* Task to complete: Please work out how many lines in the data below hold the word "Rasmussensvej", and state only the number.

Saved entries:
----------------

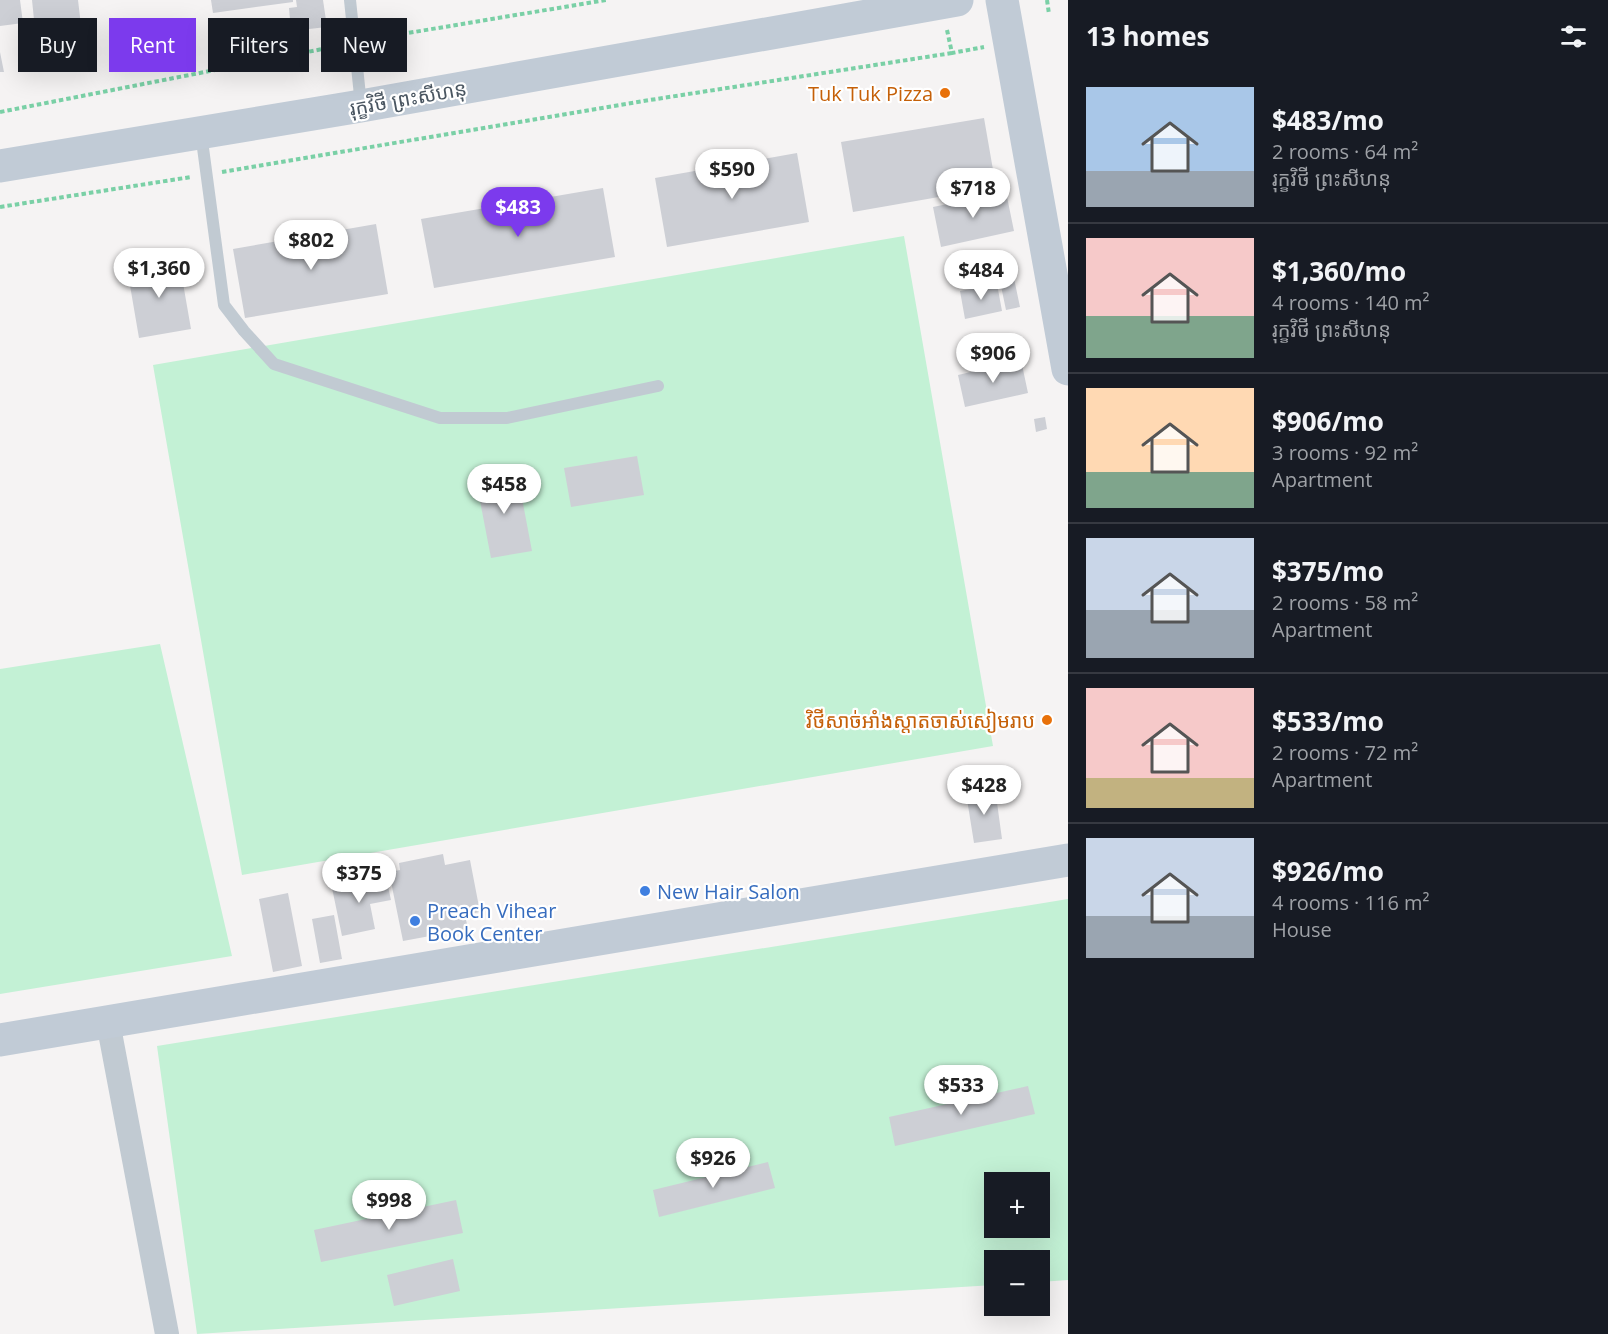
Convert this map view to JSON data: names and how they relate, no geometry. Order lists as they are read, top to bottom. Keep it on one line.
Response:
{"streets":{"main road":["រុក្ខវិថី ព្រះសីហនុ"]},"places":["Tuk Tuk Pizza","វិថីសាច់អាំងស្តាតចាស់សៀមរាប","New Hair Salon","Preach Vihear Book Center"],"page":{"heading":"13 homes","chip":["Buy","Rent","Filters","New"],"list":[{"name":"$483/mo","note":"2 rooms · 64 m² · រុក្ខវិថី ព្រះសីហនុ"},{"name":"$1,360/mo","note":"4 rooms · 140 m² · រុក្ខវិថី ព្រះសីហនុ"},{"name":"$906/mo","note":"3 rooms · 92 m² · Apartment"},{"name":"$375/mo","note":"2 rooms · 58 m² · Apartment"},{"name":"$533/mo","note":"2 rooms · 72 m² · Apartment"},{"name":"$926/mo","note":"4 rooms · 116 m² · House"}],"price":["$590","$718","$483","$802","$1,360","$484","$906","$458","$428","$375","$533","$926","$998"],"map_buttons":["+","−"]}}
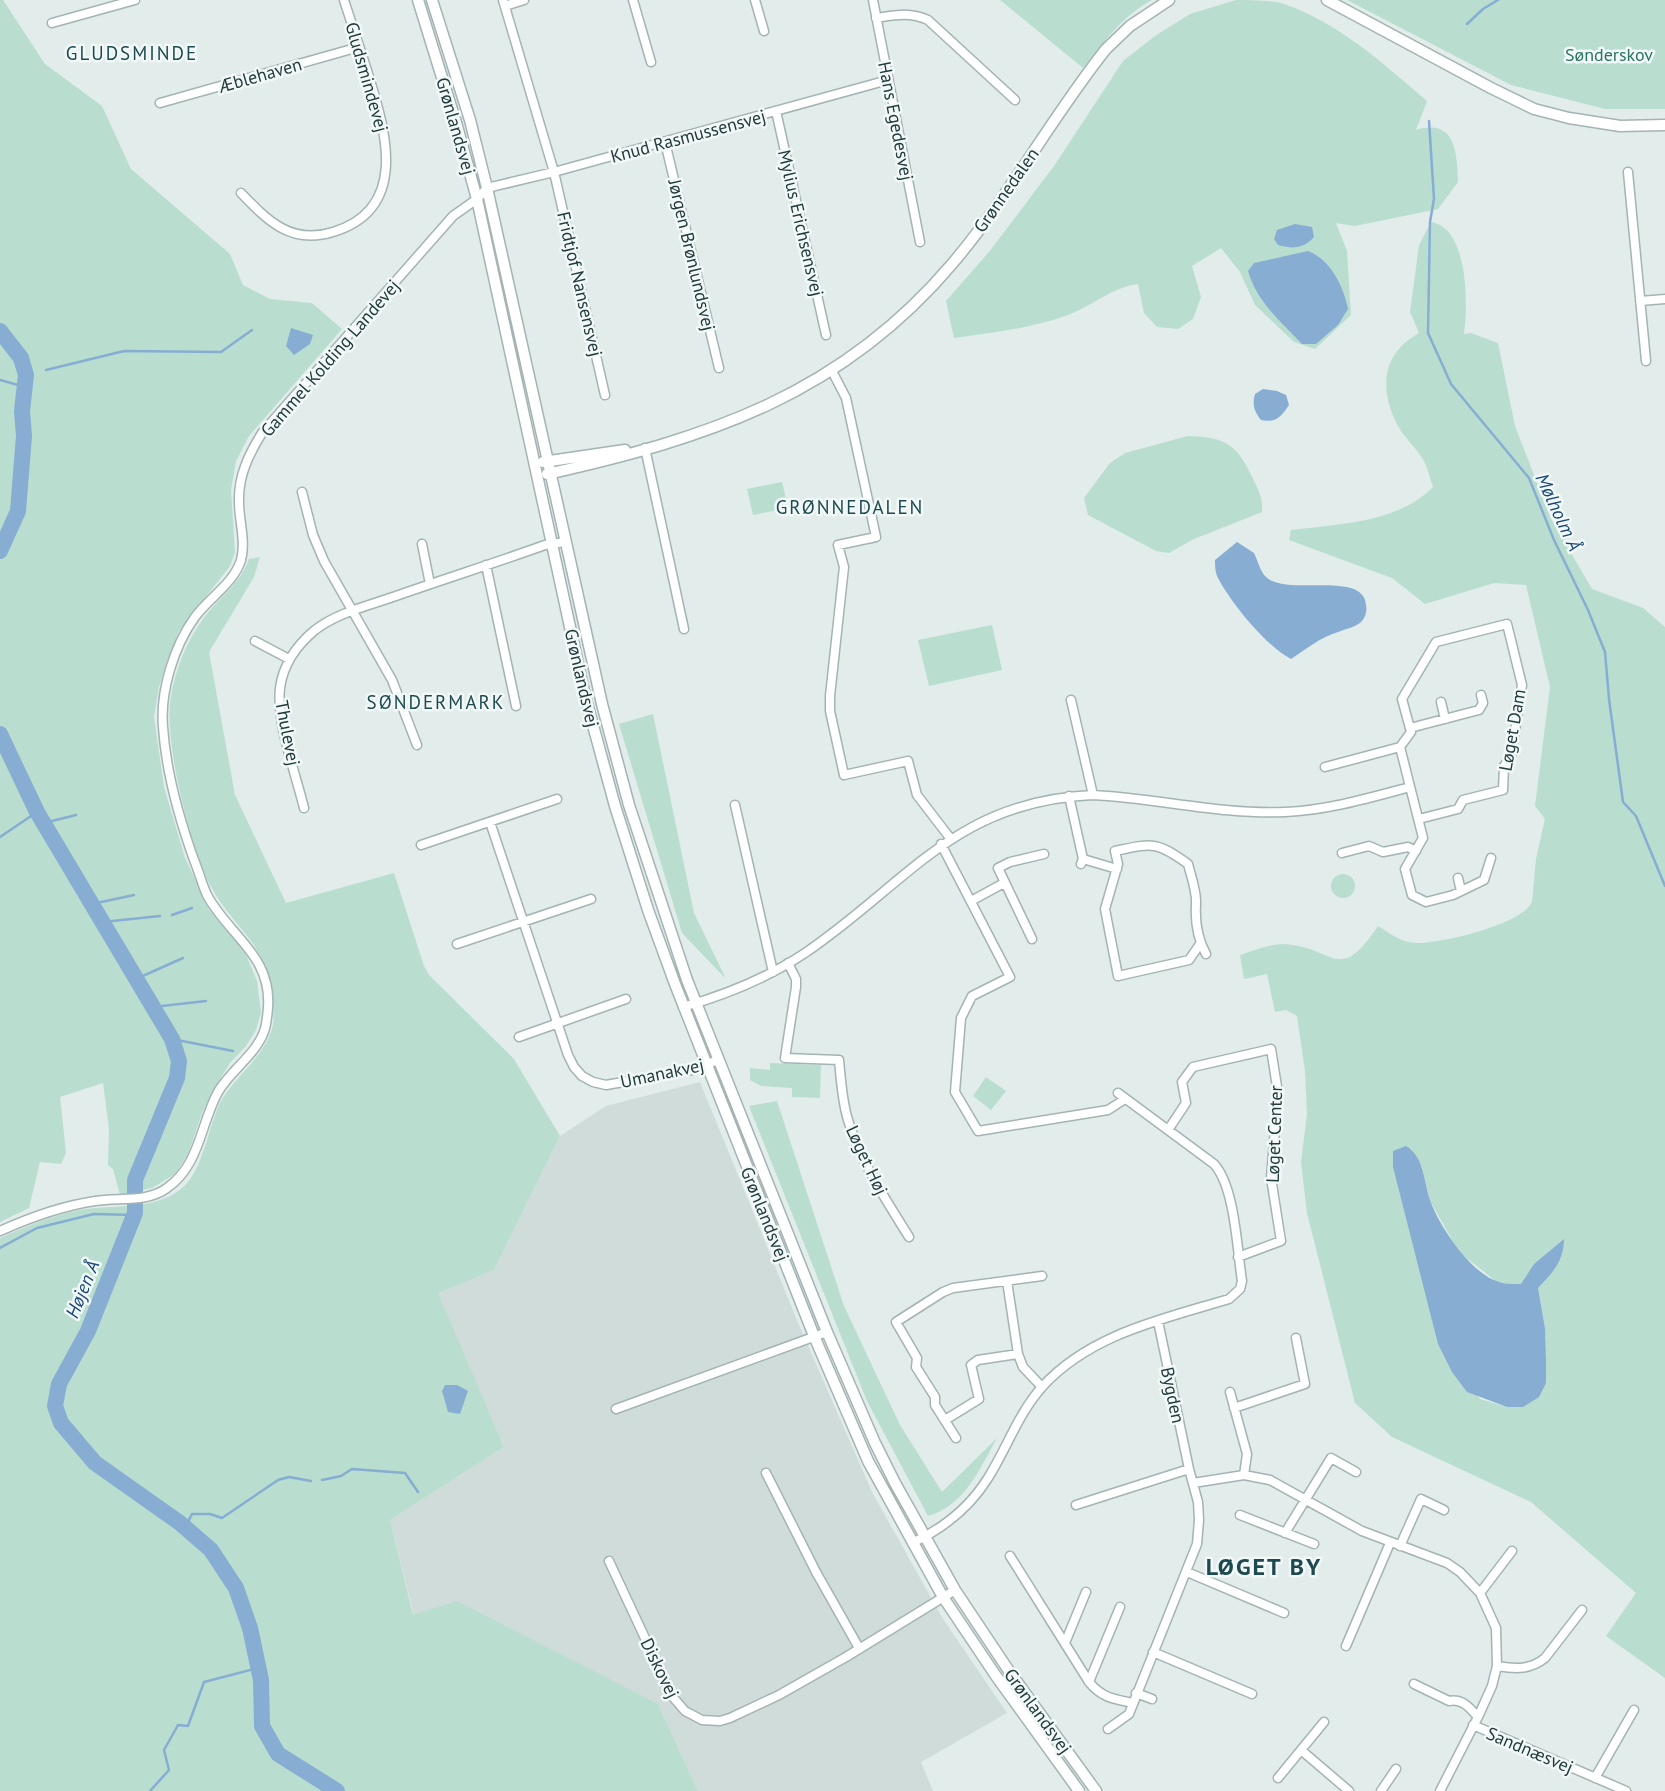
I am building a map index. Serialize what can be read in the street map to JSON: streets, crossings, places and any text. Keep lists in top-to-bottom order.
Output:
{
  "streets": {
    "street": [
      "Æblehaven",
      "Gludsmindevej",
      "Hans Egedesvej",
      "Grønlandsvej",
      "Knud Rasmussensvej",
      "Grønnedalen",
      "Mylius Erichsensvej",
      "Jørgen Brønlundsvej",
      "Fridtjof Nansensvej",
      "Gammel Kolding Landevej",
      "Løget Dam",
      "Thulevej",
      "Umanakvej",
      "Løget Center",
      "Løget Høj",
      "Bygden",
      "Diskovej",
      "Sandnæsvej"
    ]
  },
  "crossings": [
    ["Æblehaven", "Gludsmindevej"],
    ["Hans Egedesvej", "Knud Rasmussensvej"],
    ["Grønlandsvej", "Knud Rasmussensvej"],
    ["Grønlandsvej", "Grønnedalen"],
    ["Grønlandsvej", "Gammel Kolding Landevej"],
    ["Grønlandsvej", "Thulevej"],
    ["Grønlandsvej", "Umanakvej"],
    ["Grønlandsvej", "Diskovej"],
    ["Knud Rasmussensvej", "Mylius Erichsensvej"],
    ["Knud Rasmussensvej", "Jørgen Brønlundsvej"],
    ["Knud Rasmussensvej", "Fridtjof Nansensvej"],
    ["Knud Rasmussensvej", "Gammel Kolding Landevej"],
    ["Bygden", "Sandnæsvej"]
  ],
  "districts": [
    "GLUDSMINDE",
    "GRØNNEDALEN",
    "SØNDERMARK",
    "LØGET BY"
  ],
  "water": ["Mølholm Å", "Højen Å"],
  "parks": ["Sønderskov"]
}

----------------

* Worked solution: 7